The Evers Administration’s Shameful Lie About Nursing Home Deaths

Dan O’Donnell systematically debunks Governor Evers’ claim that the state mysteriously added nearly 1,000 nursing home deaths to its total last week because investigators just couldn’t determine where the deceased had lived.


March 26, 2021

Perspective by Dan O’Donnell

It’s not just that Governor Evers is lying about why his Department of Health Services (DHS) undercounted COVID-19 deaths in the state’s nursing homes by nearly 1,000; it’s that he is so obviously and probably lying.

When asked this week why DHS officials quietly upped the number of nursing home deaths from 1,956 to 2,927, Evers rather perplexingly claimed that state investigators simply couldn’t figure out where thousands of COVID victims lived.

“Our local folks got lots of death certificates and death investigations that just had a street name on it,” he said.  “How do we know that is a nursing home?”

This just isn’t true.  If it were, then the State of Wisconsin hasn’t managed to find a home address for a staggering 37% of the people who died of COVID-19 over the past year.  That’s either terrifying incompetence or, far more likely, sickening dishonesty.



In late October, the Milwaukee County Medical Examiner’s Office created a spreadsheet of every COVID-19-related death in the county to date.  Of 481 deaths, only three did not have a home address listed.  How does Milwaukee County know 99.4% of its COVID victims’ addresses, but Wisconsin knows only 63%?

If the patient died in the nursing home in which he or she lived, it would obviously be easy to determine a home address, so Evers’ claim is that it was impossible for state investigators to determine where they lived since they just showed up at the hospital and then died.

This is impossible, at least to the extent Evers claims that it did.

“I’m an emergency room nurse in the largest ER in Southeastern Wisconsin,” said one source, who did not wish to be identified because her employer did not authorize her to speak on the record.  “When we do death paperwork on a patient, we have to list where they came from, specifically if they came from a skilled nursing facility.

“Even in emergency situations, unless the person is found lying unresponsive outside (and even then, we are pretty damn good at finding identification and addresses) we always know where patients are coming from. We would never let an EMS crew leave the department without giving us an exact facility and location the patient came from.”

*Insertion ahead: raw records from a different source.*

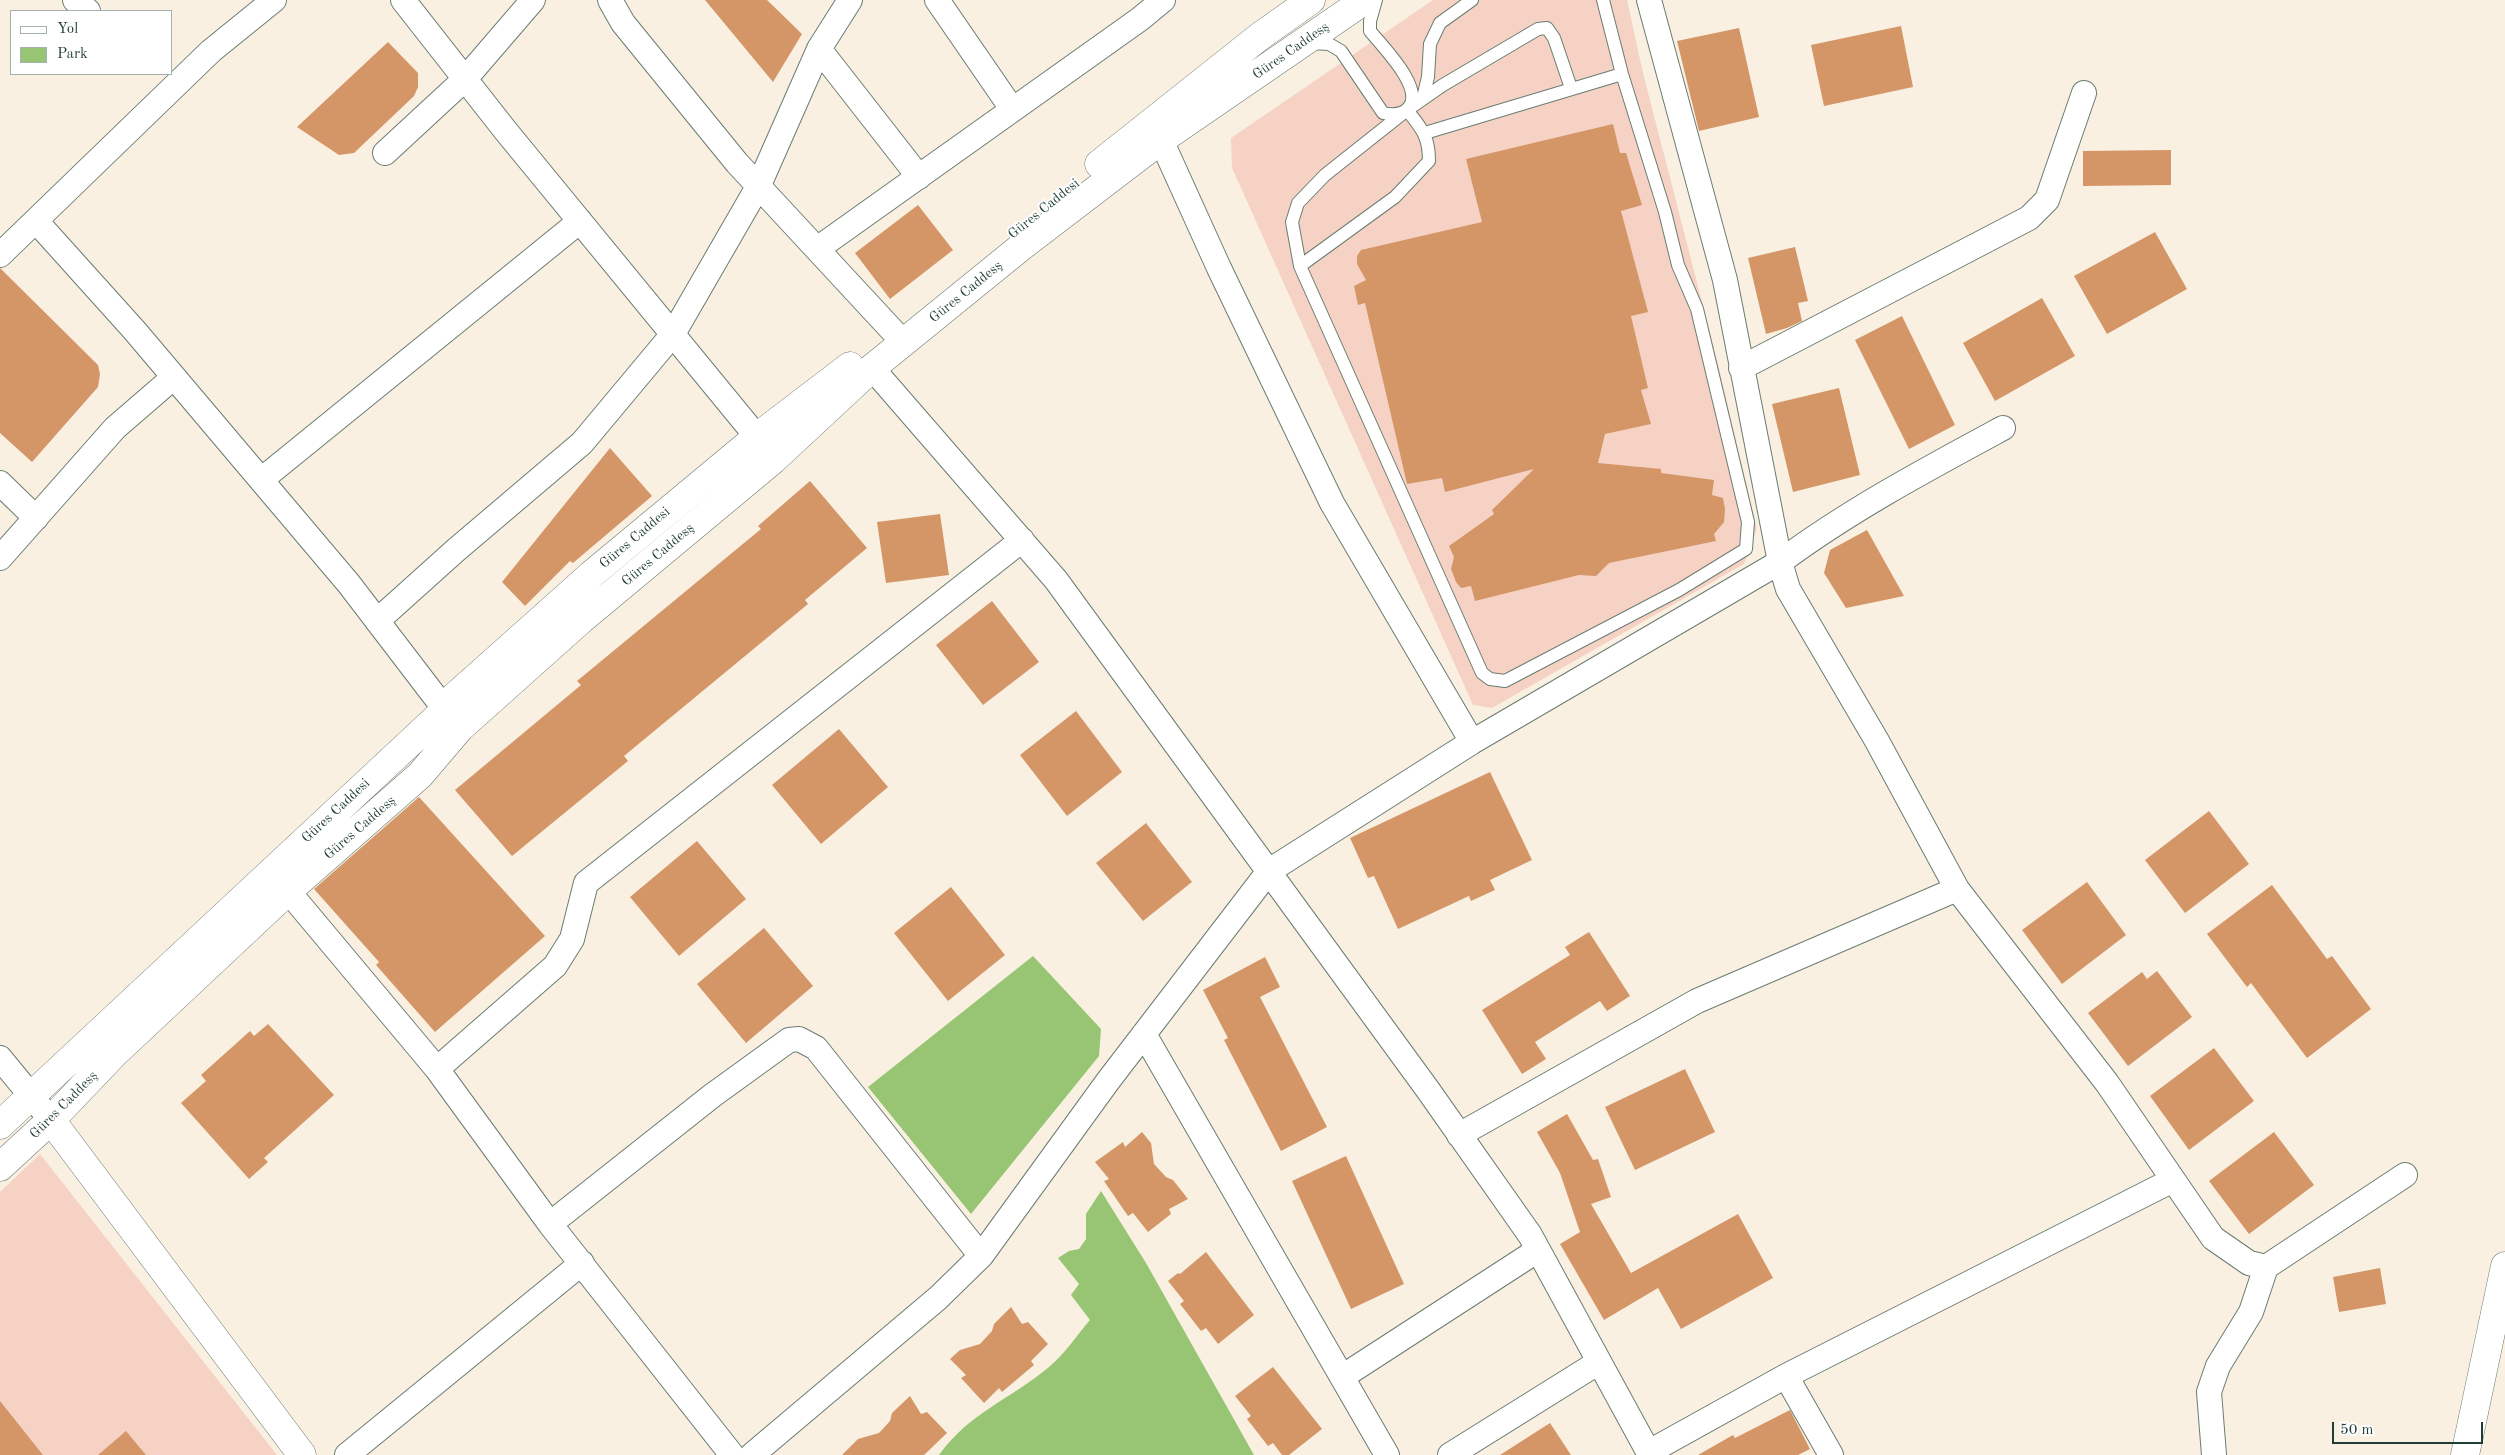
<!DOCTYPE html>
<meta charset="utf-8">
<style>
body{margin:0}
#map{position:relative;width:2505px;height:1455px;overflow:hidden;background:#f9f0e2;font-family:"Old Standard TT",serif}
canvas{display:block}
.legend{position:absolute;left:10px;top:10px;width:162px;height:65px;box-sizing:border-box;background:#fff;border:1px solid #a5b1ae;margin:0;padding:6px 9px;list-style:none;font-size:15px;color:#1f3d34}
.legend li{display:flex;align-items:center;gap:10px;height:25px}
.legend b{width:25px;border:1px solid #a5b1ae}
.scale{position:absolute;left:2332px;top:1422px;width:151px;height:22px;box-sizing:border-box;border:2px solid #1f3d34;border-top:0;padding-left:6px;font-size:15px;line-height:18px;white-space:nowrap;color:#1f3d34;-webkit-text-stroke:4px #fff;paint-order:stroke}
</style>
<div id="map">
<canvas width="2505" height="1455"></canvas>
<ul class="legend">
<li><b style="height:6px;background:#fff"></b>Yol</li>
<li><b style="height:14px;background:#97c573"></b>Park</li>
</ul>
<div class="scale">50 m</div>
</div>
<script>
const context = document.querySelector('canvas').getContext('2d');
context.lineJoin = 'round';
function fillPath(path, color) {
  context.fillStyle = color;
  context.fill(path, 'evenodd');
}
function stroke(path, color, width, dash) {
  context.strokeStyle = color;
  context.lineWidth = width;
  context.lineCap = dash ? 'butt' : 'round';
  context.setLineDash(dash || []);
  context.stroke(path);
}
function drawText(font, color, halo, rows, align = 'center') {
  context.font = font + ' "Old Standard TT",serif';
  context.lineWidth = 4;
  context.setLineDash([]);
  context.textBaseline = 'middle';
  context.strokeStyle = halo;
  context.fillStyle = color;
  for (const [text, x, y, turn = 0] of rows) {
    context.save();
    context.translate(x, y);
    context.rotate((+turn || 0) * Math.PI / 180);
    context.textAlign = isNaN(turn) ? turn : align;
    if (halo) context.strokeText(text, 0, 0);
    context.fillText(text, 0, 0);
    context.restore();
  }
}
fillPath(new Path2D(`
 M1433,0h194l16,73 74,287 40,169 -13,35 -252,144 -19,-3 -241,-537 -1,-30z
 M40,1154l237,301h-277v-263z`), '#f6d2c5');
fillPath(new Path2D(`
 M1033,956l68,73 -2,27 -128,158 -103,-127z
 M1101,1191l45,72 108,192h-315c31,-43 72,-56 110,-88 16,-13 28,-32 41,-47l-19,-25 8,-11 -21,-26 11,-7 10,-2 7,-10v-25z`), '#97c573');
fillPath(new Path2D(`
 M705,0h62l35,34 -29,48z
 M1901,26l12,61 -89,19 -13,-61z
 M1739,28l20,89 -60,14 -22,-90z
 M388,42l30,31v14l-4,9 -60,57 -15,2 -42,-28z
 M1613,124l7,29h6l16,52 -21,6 27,101 -17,4 17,72 -7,2 10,34 -46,10 -7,29 63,6v4l53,7 -2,15 11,3 2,11 -1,13 -10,12 2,7 -107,22 -13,13 -17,-1 -104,26 -4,-15 -10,2 -5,-6 -5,-13 3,-12 -5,-11 45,-32 -2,-4 42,-41 -89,23 -3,-14 -35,6 -42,-181 -7,2 -4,-19 12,-6 -9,-16v-8l4,-6 121,-28 -16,-63z
 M2171,150v35l-88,1v-35z
 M918,205l35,45 -63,49 -35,-46z
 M2155,232l32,57 -80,45 -33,-58z
 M1795,247l13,54 -10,2 4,18 -15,7 -21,6 -18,-76z
 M0,268l98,97 2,9 -2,13 -66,75 -32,-29z
 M2042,298l33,58 -80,45 -32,-58z
 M1902,316l53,109 -46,24 -54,-109z
 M1839,388l21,87 -67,17 -21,-88z
 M610,448l42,48 -79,67 -3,-2 -45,45 -23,-24z
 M810,481l57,67 -62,52 3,4 -184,152 4,5 -116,95 -57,-66 126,-105 -4,-4 184,-152 -3,-3z
 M940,514l9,61 -63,8 -9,-61z
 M1867,530l37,66 -58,12 -22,-35 6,-23z
 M992,601l47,61 -56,43 -47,-60z
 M1076,711l46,61 -55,44 -47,-61z
 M839,729l49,58 -67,57 -49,-59z
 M1490,772l42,88 -42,20 5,10 -24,11 -2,-5 -71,33 -24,-53 -6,2 -18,-40z
 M419,797l126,139 -110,96 -59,-67 3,-3 -65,-73z
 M2209,811l40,53 -64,49 -40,-53z
 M1146,823l46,59 -49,39 -47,-58z
 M697,841l49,58 -67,57 -49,-59z
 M2087,882l39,53 -64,49 -40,-54z
 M2272,885l55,74 5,-3 39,53 -64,49 -56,-75 -4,4 -40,-53z
 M951,887l54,68 -57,46 -54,-68z
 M764,928l49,58 -67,57 -49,-59z
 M1589,932l41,64 -23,15 -7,-10 -65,41 11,17 -24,15 -40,-64 88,-55 -5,-8z
 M1265,957l15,30 -20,10 67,130 -46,24 -57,-111 4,-2 -25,-48z
 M2157,971l35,46 -64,49 -40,-53 54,-41 5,7z
 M268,1024l66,71 -70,63 4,4 -19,17 -68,-76 25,-22 -5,-6 49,-44 4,5z
 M2214,1048l40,53 -65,49 -39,-54z
 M1685,1069l30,63 -80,38 -30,-63z
 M1567,1114l26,46 5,-1 13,38 -20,7 40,69 107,-59 35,64 -92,51 -23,-41 -54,32 -44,-76 20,-12 -20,-59 -23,-41z
 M1142,1132l9,11 3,21 12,13 7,3 15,19 -19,10 2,5 -23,18 -15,-19 -5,3 -24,-35 5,-2 -14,-17 28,-20 2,5z
 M2274,1132l40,53 -65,49 -40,-53z
 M1346,1156l58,128 -53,25 -59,-128z
 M1206,1252l48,63 -36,29 -12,-16 -5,3 -21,-27 4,-3 -16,-20 10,-8 2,1z
 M2380,1268l6,36 -47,8 -6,-35z
 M1011,1307l11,17 6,-2 20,22 -17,17 3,4 -32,27 -3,-4 -15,15 -23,-25 5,-3 -16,-16 10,-9 20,-6 12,-13 2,-7z
 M1273,1367l49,62 -33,26h-7l-9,-12 -5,3 -21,-27 4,-3 -16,-20z
 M910,1396l11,18 6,-2 20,21 -23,22h-82l16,-16 21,-6 11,-12 2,-8z
 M0,1401l43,54h-43z
 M1790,1410l20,39 -12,6h-100l35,-20 2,3z
 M1550,1423l21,32h-71z
 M126,1431l20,24h-48z`), '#d49667');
const lane = new Path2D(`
 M1310,43l19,1 12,7 42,62c9,2 20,2 26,-6 15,-19 -26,-60 -39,-76v-10l6,-21
 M1571,88l-17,-50 -7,-10 -9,1 -95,56 -36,25 -82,65 -27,28 -6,19 8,44 182,407 8,6 15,2 174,-91 67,-41 2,-27 -51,-213 -19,-44 -13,-53 -43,-138 -19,-74
 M1423,98l5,-21 2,-33 10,-21 32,-23
 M1425,133l197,-59
 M1300,266l95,-69 34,-36c0,-25 -7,-32 -22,-51`);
const street = new Path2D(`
 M75,0l13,11
 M403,0l102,130 252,307
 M610,0l13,23 114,140 167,180
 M937,0l75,109
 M1649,0l76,280 55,282 8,27 89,152 80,148 150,194 106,155 36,25 17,4 139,-92
 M819,49l100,128
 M1161,140l58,128 113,235 140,239
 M385,153l80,-74 68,-79
 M36,221l99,110 214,253 107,140
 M817,249l323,-230 23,-19
 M0,255l211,-204 63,-51
 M872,368l184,212 372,510 102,145 120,220
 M1741,368l288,-150 18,-18 37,-107
 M261,480l319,-259
 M0,483l36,35
 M0,558l115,-130 59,-51
 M377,621l79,-71 126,-107 91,-109 86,-149 60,-136 31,-49
 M288,891l149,178 113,155 182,231
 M1144,1034l243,421
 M0,1058l51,62
 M437,1069l118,-103 17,-27 14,-56 436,-343
 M1459,1135l238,-134 260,-112
 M550,1224l163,-129 76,-55 10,-1 17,9 165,208
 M1786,1376l45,79
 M1342,1377l196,-127
 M1649,1452l137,-76 387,-196
 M347,1455l235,-192
 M752,1455l186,-157 43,-42 127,-175 161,-210 203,-129 308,-180c70,-52 147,-93 223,-134
 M1450,1455l149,-93
 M2214,1455l-5,-63 9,-26 33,-54 15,-45`);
const secondary = new Path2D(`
 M1099,164l160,-127 52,-37
 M51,1120l251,335
 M0,1125l445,-415 8,-12 139,-124 165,-137 93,-71
 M0,1167l51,-47 63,-66 174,-163 132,-116 40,-47 122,-109 191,-159 99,-92 149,-121 140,-107 204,-140`);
const highway = new Path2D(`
 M2465,1455l40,-189`);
stroke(lane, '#6b7c71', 14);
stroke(street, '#6b7c71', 26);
stroke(secondary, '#6b7c71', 29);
stroke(highway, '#6b7c71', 29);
stroke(lane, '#fff', 12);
stroke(street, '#fff', 24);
stroke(secondary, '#fff', 28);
stroke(highway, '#fff', 28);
drawText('14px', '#1f3d34', '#fff', [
 ["Güres Caddesş",1291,51,-35],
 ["Güres Caddesi",1044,209,-39],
 ["Güres Caddesş",966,292,-39],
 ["Güres Caddesi",635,538,-40],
 ["Güres Caddesş",658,555,-40],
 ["Güres Caddesi",336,811,-43],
 ["Güres Caddesş",360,828,-41],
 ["Güres Caddesş",64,1105,-45]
]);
</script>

“I have never once in all my years doing admissions not known where a patient came from,” said another source, who works in hospital admissions and is also not being identified because he is not authorized to speak on the record.  “If they come from a nursing home, we know it.  If they come from a house, we know it.  If they’re homeless, we know it.”

The location from which a patient is referred to a hospital is known in the medical field as the “point of origin,” and it is a necessary piece of demographic information for processing patients.  Epic Systems software, which is used by most medical facilities in Wisconsin, won’t allow a patient case to be closed without entering a point of origin.

A “Visit Code 5” is a patient who was admitted “as a transfer from a Skilled Nursing Facility (SNF), Intermediate Care Facility (ICF), Assisted Living Facility (ALF) or Nursing Facility (NF) where he or she was a resident.”

“5” is universal shorthand for a patient who was transferred from a nursing home, and every hospital in the state would be expected to keep a record of each patient’s point of origin and home address (if the patient had one).

Even DHS’ own ForwardHealth Medicaid management program uses it, and it cannot process claims from health care providers if they don’t “enter a code indicating the source of the admission in the Point of Origin field” in their online claim forms.

“I work in medical coding,” explained another source.  “It is required that every patient who comes to the emergency room or is admitted to the hospital has a point of origin. They are very specific, and Medicare/Medicaid will not accept a claim without it. Wisconsin’s own ForwardHealth states that this is required, and claims will be denied without it.”

In light of this, why did DHS Deputy Secretary Julie Willems Van Dijk claim that investigators just had no way to know victims’ home addresses?

“When case and death data were put into our disease surveillance system, it was common for some fields to be left empty or boxes to be unchecked due to the inability of the disease investigator to collect that particular information,” she explained while announcing last week that DHS nursing home death numbers had been surreptitiously changed.

This seems to be the Evers Administration’s story, and they’re sticking to it, even in the face of objective information that thoroughly debunks it. See the MacIver analysis of the data here – DHS, Once Again, Failed To Provide Accurate And Complete Data To The Wisconsin Public.

“This is not something that you should have to go back and correct after the fact,” Harvard University health care policy professor David Grabowski told The Milwaukee Journal Sentinel. “You can look at 40-some (other) states that seem to be able to do this in real-time.”

The painfully obvious reason is that determining a point of origin and home address for COVID-19 patients is remarkably easy to do—except, it would seem, for the Evers Administration.

And Wisconsinites should demand to know why.  Evers’ ridiculous explanation needs to be called out for the lie that it is and recognized for what it is designed to do: Get people to stop asking questions.

That’s the thing about lies, though.  They always seem to lead to more questions…and more problems.